Stored data:
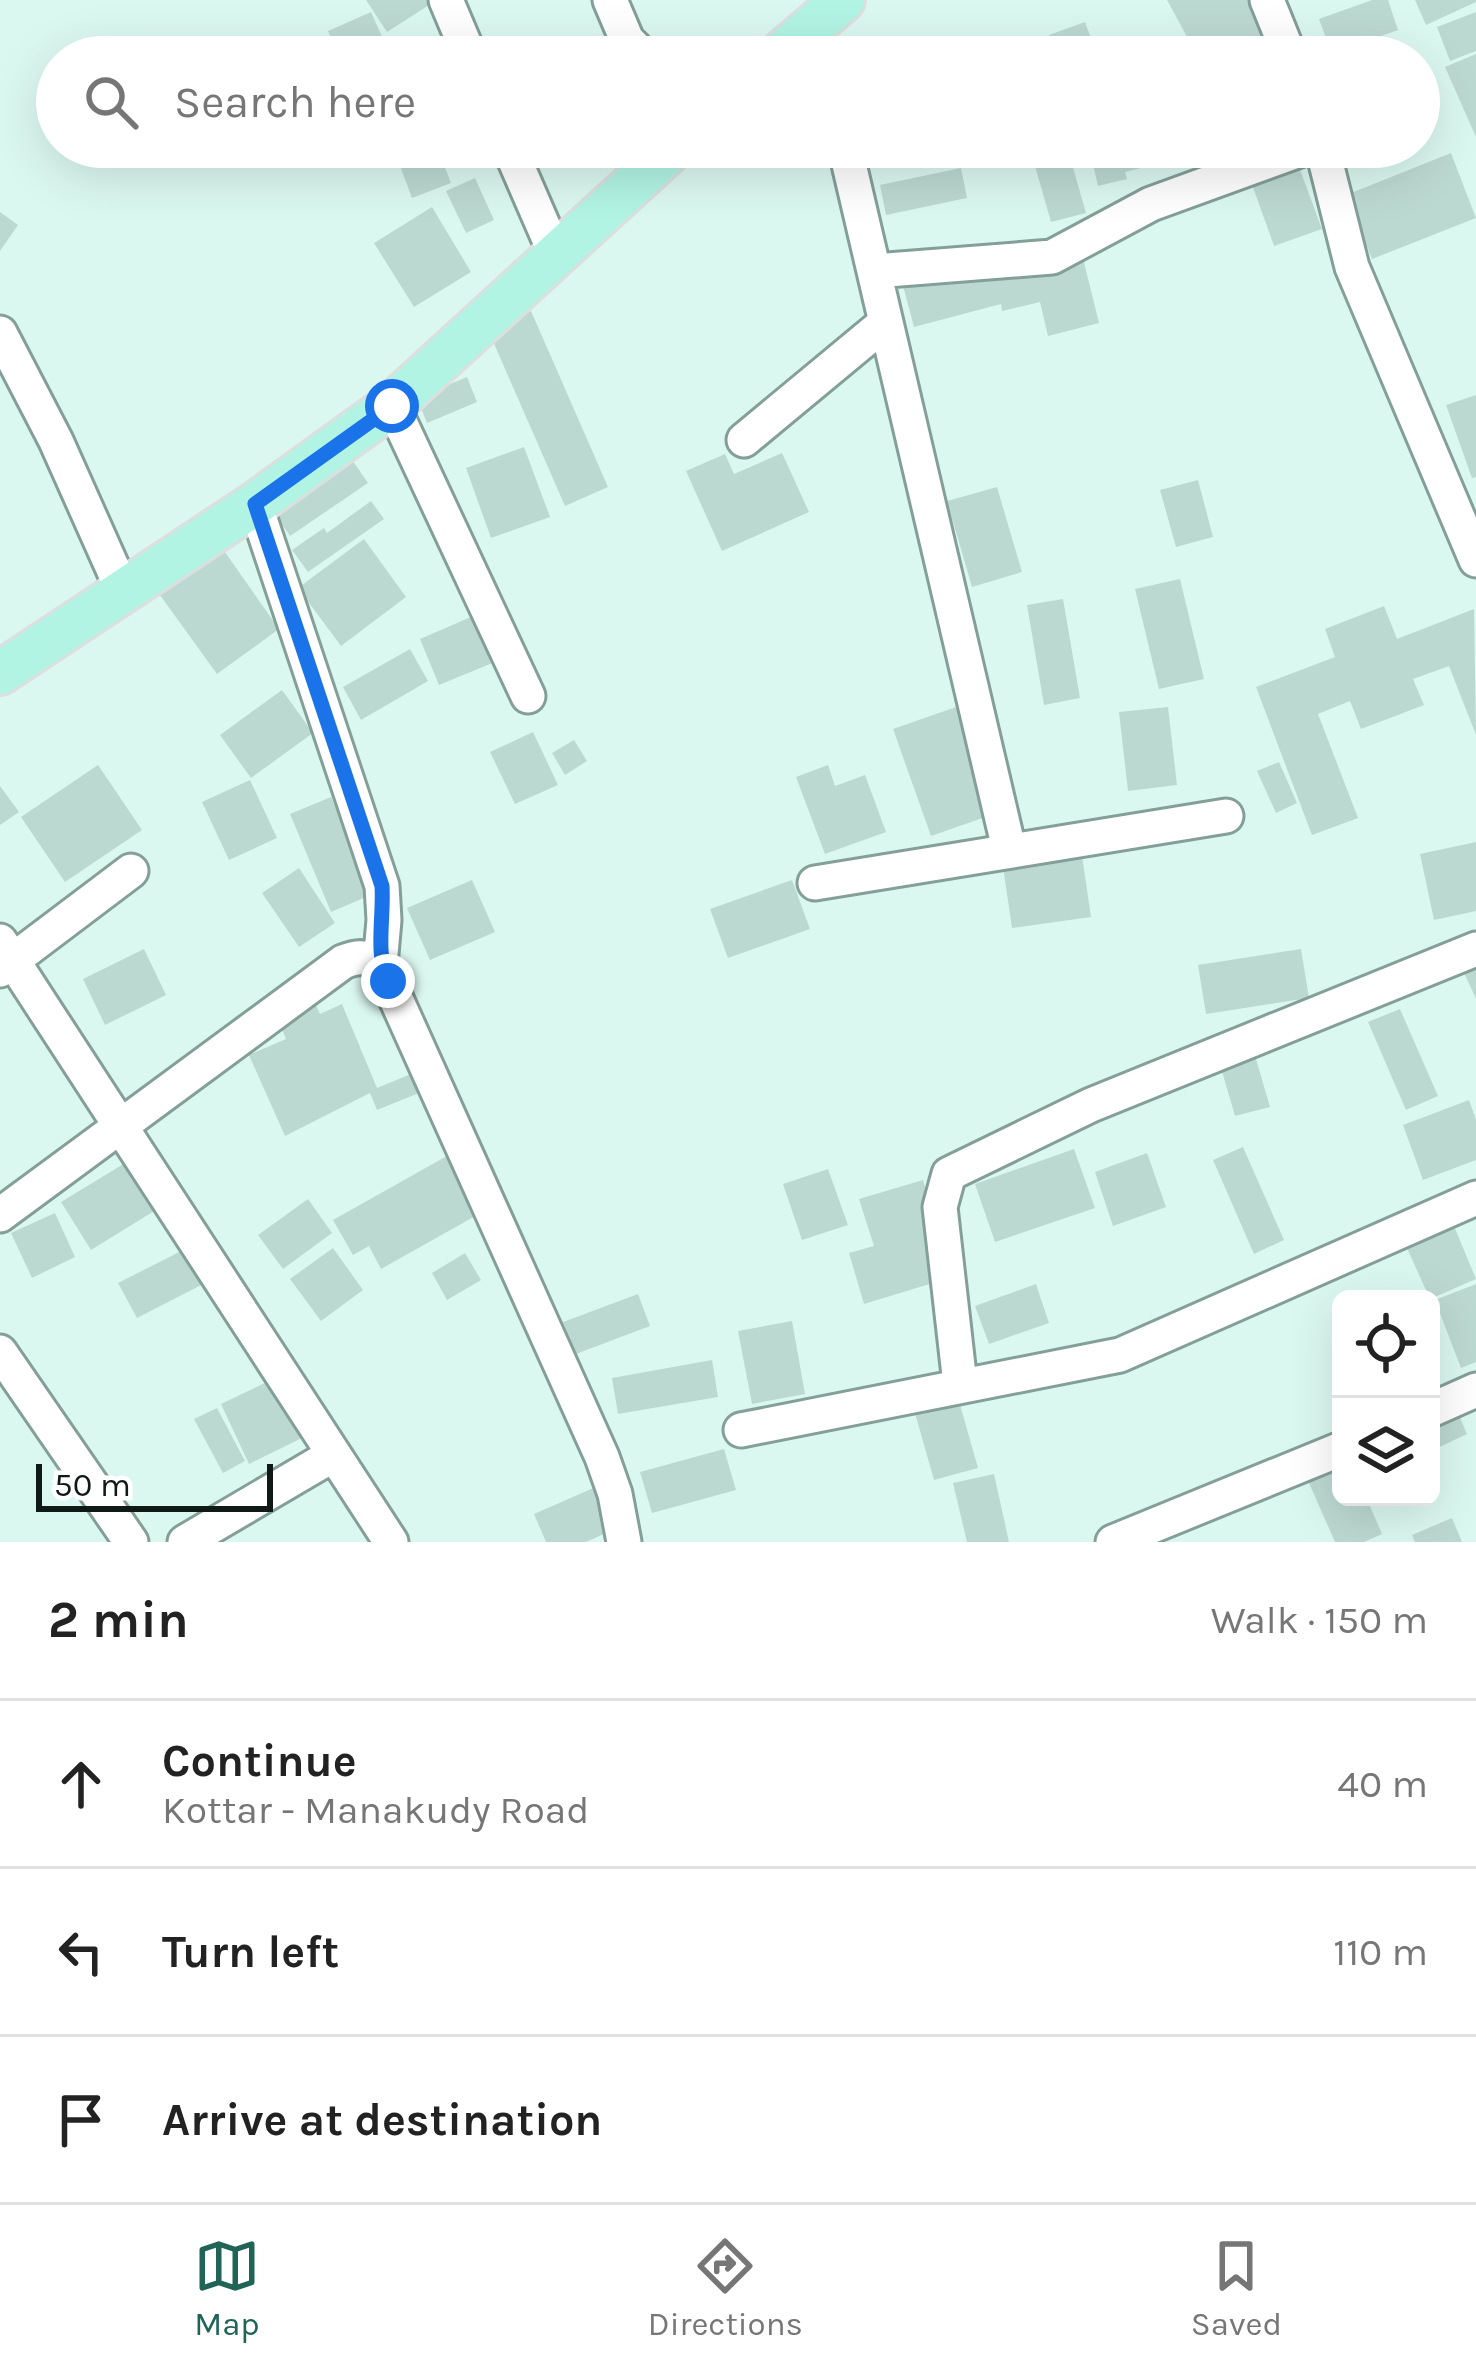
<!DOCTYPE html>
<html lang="en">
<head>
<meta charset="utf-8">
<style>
  :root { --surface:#fff; --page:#f6f6f6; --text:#222; --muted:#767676; --line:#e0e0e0; --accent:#1f6456 }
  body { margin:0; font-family:Karla,sans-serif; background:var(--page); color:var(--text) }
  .controls { position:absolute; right:36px; bottom:36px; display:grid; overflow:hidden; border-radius:18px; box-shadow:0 12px 48px #0002 }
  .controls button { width:108px; height:108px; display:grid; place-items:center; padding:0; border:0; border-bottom:3px solid var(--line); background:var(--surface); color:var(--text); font:60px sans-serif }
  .scale { position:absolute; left:36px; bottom:30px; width:237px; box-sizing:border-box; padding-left:12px; border:6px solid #0f1916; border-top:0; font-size:33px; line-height:42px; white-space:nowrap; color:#0f1916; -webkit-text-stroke:9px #fefefe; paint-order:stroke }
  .stop { position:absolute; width:36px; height:36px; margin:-27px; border:9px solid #1a73e8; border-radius:50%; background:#fff }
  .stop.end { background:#1a73e8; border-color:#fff; box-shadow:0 3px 12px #0008 }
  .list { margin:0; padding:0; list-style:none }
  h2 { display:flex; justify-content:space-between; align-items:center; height:156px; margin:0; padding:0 48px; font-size:51px }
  h2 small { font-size:39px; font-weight:400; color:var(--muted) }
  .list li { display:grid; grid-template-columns:78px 1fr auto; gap:36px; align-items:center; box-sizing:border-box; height:168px; padding:0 48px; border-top:3px solid var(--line) }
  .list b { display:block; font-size:45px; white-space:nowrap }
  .list p { margin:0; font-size:39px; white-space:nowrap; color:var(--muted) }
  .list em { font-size:39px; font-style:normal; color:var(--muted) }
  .icon { flex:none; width:66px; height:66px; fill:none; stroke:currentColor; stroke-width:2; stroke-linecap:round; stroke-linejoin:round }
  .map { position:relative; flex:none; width:1476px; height:1542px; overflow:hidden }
  .search { position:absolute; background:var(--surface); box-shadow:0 12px 48px #0002; left:36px; right:36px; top:36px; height:132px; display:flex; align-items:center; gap:30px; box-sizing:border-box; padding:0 42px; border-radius:66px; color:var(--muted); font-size:45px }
  .sheet { height:660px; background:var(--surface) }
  nav { display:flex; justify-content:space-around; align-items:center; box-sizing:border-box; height:168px; border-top:3px solid var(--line); background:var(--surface); font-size:33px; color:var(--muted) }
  nav a { display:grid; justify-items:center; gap:6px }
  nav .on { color:var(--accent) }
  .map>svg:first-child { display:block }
</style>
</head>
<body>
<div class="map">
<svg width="1476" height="1542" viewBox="0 0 1476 1542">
  <rect width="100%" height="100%" fill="#dbf8f0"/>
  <path fill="#bcd9d1" d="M366 0H437L387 32Z
    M1167 0H1248L1280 57H1198Z
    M1372 0H1388L1398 30 1332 54 1319 19Z
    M1415 0H1476V2L1426 25Z
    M371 12 391 57H340L328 31Z
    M1476 12V51L1450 61 1437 27Z
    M1085 22 1098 57H1058L1049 35Z
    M1395 40 1403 57H1357Z
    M559 42 565 57H525Z
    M325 46 332 57H306Z
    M1476 54V137L1445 67Z
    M393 147H437L451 183 412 198Z
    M442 147H497L498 151 449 168Z
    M1089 147H1153L1157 164 1125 172 1127 179 1098 186Z
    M1164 147H1214L1171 164Z
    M1451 153 1476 218 1372 259 1346 195Z
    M1070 157 1086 213 1051 222 1035 166Z
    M1296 159 1322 229 1274 246 1249 176Z
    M961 168 967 198 886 215 880 185Z
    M475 178 494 220 466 233 446 191Z
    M432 207 471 272 414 307 374 243Z
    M0 212 18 225 0 251Z
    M1078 238 1099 323 1048 336 1040 302 1002 311 1001 304 914 327 902 282Z
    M531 311 608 487 565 506 488 330Z
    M467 377 477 402 427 423 417 398Z
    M1476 395V477L1472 478 1446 405Z
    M524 447 550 517 491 538 466 468Z
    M346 451 368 483 290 536 268 504Z
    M782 453 809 512 722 551 686 471 725 454 734 474Z
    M1198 480 1213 537 1176 547 1160 490Z
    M997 487 1022 572 972 587 947 501Z
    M371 501 384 519 308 572 292 550 324 528 327 533Z
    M364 539 406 597 341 646 298 588Z
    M220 545 279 629 217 674 157 591Z
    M1180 579 1204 679 1159 689 1135 589Z
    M1063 599 1080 698 1044 705 1027 605Z
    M1384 606 1397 639 1474 609 1476 735 1449 666 1413 679 1424 705 1361 729 1350 701 1318 714 1358 818 1312 835 1256 687 1335 657 1325 629Z
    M487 610 507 657 439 685 420 639Z
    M410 649 428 681 361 720 343 687Z
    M282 690 313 733 251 778 220 735Z
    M959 706 997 813 931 836 893 729Z
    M1168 707 1177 785 1128 791 1119 712Z
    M533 732 558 785 515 804 490 752Z
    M574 740 587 761 565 775 552 753Z
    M1279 762 1297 803 1276 813 1257 771Z
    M98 765 142 830 65 882 21 817Z
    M828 765 835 786 865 775 886 832 825 854 796 777Z
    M250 780 277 838 229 860 202 802Z
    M0 786 19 812 0 825Z
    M331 797 373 894 331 912 290 814Z
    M1079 835 1091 917 1012 928 1000 846Z
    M1476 842V911L1434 920 1420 854Z
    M299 868 335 923 299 947 262 893Z
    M472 880 495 932 430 960 407 908Z
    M792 880 810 929 728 958 710 909Z
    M144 949 166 995 105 1025 83 979Z
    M1301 949 1309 998 1206 1014 1198 965Z
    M1476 959V999L1461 966Z
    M314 1001 320 1014 342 1004 377 1088 411 1074 419 1093 377 1110 370 1093 285 1136 249 1055 286 1039 277 1017Z
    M1400 1009 1438 1096 1406 1110 1368 1022Z
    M1252 1045 1270 1107 1235 1116 1217 1054Z
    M1469 1100 1476 1120V1160L1423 1180 1403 1125Z
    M1243 1147 1284 1240 1254 1254 1213 1160Z
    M1074 1149 1095 1208 995 1242 975 1184Z
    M454 1152 486 1210 381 1269 369 1246 353 1255 333 1220Z
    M1147 1153 1166 1207 1113 1226 1095 1172Z
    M130 1160 159 1208 91 1250 61 1202Z
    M828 1169 848 1225 802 1240 783 1184Z
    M923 1180 939 1233 946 1279 864 1304 849 1253 874 1246 859 1199Z
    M308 1199 332 1233 283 1269 258 1235Z
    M55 1213 75 1257 32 1278 11 1233Z
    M1449 1214 1476 1279 1430 1299 1401 1235Z
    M191 1246 209 1281 137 1318 118 1283Z
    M333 1248 363 1290 321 1321 290 1279Z
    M465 1253 481 1280 447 1300 432 1273Z
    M1036 1284 1049 1323 989 1344 975 1306Z
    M1476 1284V1362L1461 1368 1435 1300Z
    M638 1294 650 1326 576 1354 563 1322Z
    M792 1321 805 1394 752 1404 738 1331Z
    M712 1360 718 1397 618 1414 612 1378Z
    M273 1379 302 1438 249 1464 221 1404Z
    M957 1394 978 1468 934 1480 913 1406Z
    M1455 1406 1467 1434 1431 1451V1417Z
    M217 1408 245 1461 223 1473 194 1419Z
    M724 1449 736 1490 652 1513 640 1472Z
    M1341 1459V1497H1366L1382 1534 1364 1542H1335L1305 1474Z
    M994 1474 1009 1542H967L953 1483Z
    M598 1486 617 1528 586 1542H546L534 1514Z
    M1452 1518 1462 1542H1415L1412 1535Z"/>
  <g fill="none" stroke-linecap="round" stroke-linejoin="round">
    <g stroke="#849f98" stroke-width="39">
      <path id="minor" d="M446 0 470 57
        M610 0 627 40 644 57
        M1267 0 1290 57
        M509 147 555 253
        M845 147 1009 849
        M1322 147 1352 267 1476 560
        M875 271 1052 257 1151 204 1308 147
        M0 333 56 441 122 589
        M392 405 528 696
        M744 440 885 323
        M255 504 382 886 384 920 380 965
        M815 883 1226 816
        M0 941 391 1542
        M0 970 131 871
        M0 1215 343 962C366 952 378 960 388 981L602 1457 615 1494 624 1542
        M0 1352 131 1542
        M960 1384 940 1207 949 1174 1091 1105 1476 949
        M1431 1410 1476 1390
        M741 1430 1120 1355 1476 1198
        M185 1542 333 1455
        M1113 1542 1341 1449"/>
    </g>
    <g stroke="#dddfde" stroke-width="48">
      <path id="major" d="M777 57 843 0
        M0 673 255 504 392 405 674 147"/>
    </g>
    <use href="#minor" stroke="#fff" stroke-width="33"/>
    <use href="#major" stroke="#b2f4e4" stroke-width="42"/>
  </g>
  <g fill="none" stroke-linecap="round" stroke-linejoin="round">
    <path stroke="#1a73e8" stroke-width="15" d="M388 981C375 954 384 917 382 886L255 504 392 406"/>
  </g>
</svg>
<div class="controls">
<button><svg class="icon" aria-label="locate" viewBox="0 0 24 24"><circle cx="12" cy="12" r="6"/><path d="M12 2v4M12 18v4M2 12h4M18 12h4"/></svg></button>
<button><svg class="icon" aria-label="layers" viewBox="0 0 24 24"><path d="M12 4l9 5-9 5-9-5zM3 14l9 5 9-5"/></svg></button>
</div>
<div class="scale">50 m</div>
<div class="stop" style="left:392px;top:406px"></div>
<div class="stop end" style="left:388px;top:981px"></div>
<div class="search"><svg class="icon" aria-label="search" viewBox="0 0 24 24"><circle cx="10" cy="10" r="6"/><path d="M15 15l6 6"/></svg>Search here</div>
</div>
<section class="sheet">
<h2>2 min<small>Walk · 150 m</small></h2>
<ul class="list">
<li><svg class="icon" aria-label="ahead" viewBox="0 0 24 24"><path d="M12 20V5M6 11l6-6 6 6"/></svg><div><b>Continue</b><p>Kottar - Manakudy Road</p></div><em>40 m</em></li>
<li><svg class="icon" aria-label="left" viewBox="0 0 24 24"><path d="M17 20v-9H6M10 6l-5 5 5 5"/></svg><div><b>Turn left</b></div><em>110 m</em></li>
<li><svg class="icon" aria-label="arrive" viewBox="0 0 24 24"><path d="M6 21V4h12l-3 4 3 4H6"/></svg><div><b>Arrive at destination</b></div></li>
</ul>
</section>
<nav>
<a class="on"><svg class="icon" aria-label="map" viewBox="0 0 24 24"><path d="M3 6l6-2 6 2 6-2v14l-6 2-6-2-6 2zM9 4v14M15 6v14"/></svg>Map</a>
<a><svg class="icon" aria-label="directions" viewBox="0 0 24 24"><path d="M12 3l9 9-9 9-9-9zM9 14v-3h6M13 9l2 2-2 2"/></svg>Directions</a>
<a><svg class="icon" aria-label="saved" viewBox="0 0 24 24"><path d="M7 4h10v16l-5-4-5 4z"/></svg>Saved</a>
</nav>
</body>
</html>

# Task prompt:
Would you please copy exactly the part of the entries above that begins at the line containing "M961 168 967 198 886 215 880 185Z" and ends at the line containing "M1147 1153 1166 1207 1113 1226 1095 1172Z", both lines included?

# Written response:
    M961 168 967 198 886 215 880 185Z
    M475 178 494 220 466 233 446 191Z
    M432 207 471 272 414 307 374 243Z
    M0 212 18 225 0 251Z
    M1078 238 1099 323 1048 336 1040 302 1002 311 1001 304 914 327 902 282Z
    M531 311 608 487 565 506 488 330Z
    M467 377 477 402 427 423 417 398Z
    M1476 395V477L1472 478 1446 405Z
    M524 447 550 517 491 538 466 468Z
    M346 451 368 483 290 536 268 504Z
    M782 453 809 512 722 551 686 471 725 454 734 474Z
    M1198 480 1213 537 1176 547 1160 490Z
    M997 487 1022 572 972 587 947 501Z
    M371 501 384 519 308 572 292 550 324 528 327 533Z
    M364 539 406 597 341 646 298 588Z
    M220 545 279 629 217 674 157 591Z
    M1180 579 1204 679 1159 689 1135 589Z
    M1063 599 1080 698 1044 705 1027 605Z
    M1384 606 1397 639 1474 609 1476 735 1449 666 1413 679 1424 705 1361 729 1350 701 1318 714 1358 818 1312 835 1256 687 1335 657 1325 629Z
    M487 610 507 657 439 685 420 639Z
    M410 649 428 681 361 720 343 687Z
    M282 690 313 733 251 778 220 735Z
    M959 706 997 813 931 836 893 729Z
    M1168 707 1177 785 1128 791 1119 712Z
    M533 732 558 785 515 804 490 752Z
    M574 740 587 761 565 775 552 753Z
    M1279 762 1297 803 1276 813 1257 771Z
    M98 765 142 830 65 882 21 817Z
    M828 765 835 786 865 775 886 832 825 854 796 777Z
    M250 780 277 838 229 860 202 802Z
    M0 786 19 812 0 825Z
    M331 797 373 894 331 912 290 814Z
    M1079 835 1091 917 1012 928 1000 846Z
    M1476 842V911L1434 920 1420 854Z
    M299 868 335 923 299 947 262 893Z
    M472 880 495 932 430 960 407 908Z
    M792 880 810 929 728 958 710 909Z
    M144 949 166 995 105 1025 83 979Z
    M1301 949 1309 998 1206 1014 1198 965Z
    M1476 959V999L1461 966Z
    M314 1001 320 1014 342 1004 377 1088 411 1074 419 1093 377 1110 370 1093 285 1136 249 1055 286 1039 277 1017Z
    M1400 1009 1438 1096 1406 1110 1368 1022Z
    M1252 1045 1270 1107 1235 1116 1217 1054Z
    M1469 1100 1476 1120V1160L1423 1180 1403 1125Z
    M1243 1147 1284 1240 1254 1254 1213 1160Z
    M1074 1149 1095 1208 995 1242 975 1184Z
    M454 1152 486 1210 381 1269 369 1246 353 1255 333 1220Z
    M1147 1153 1166 1207 1113 1226 1095 1172Z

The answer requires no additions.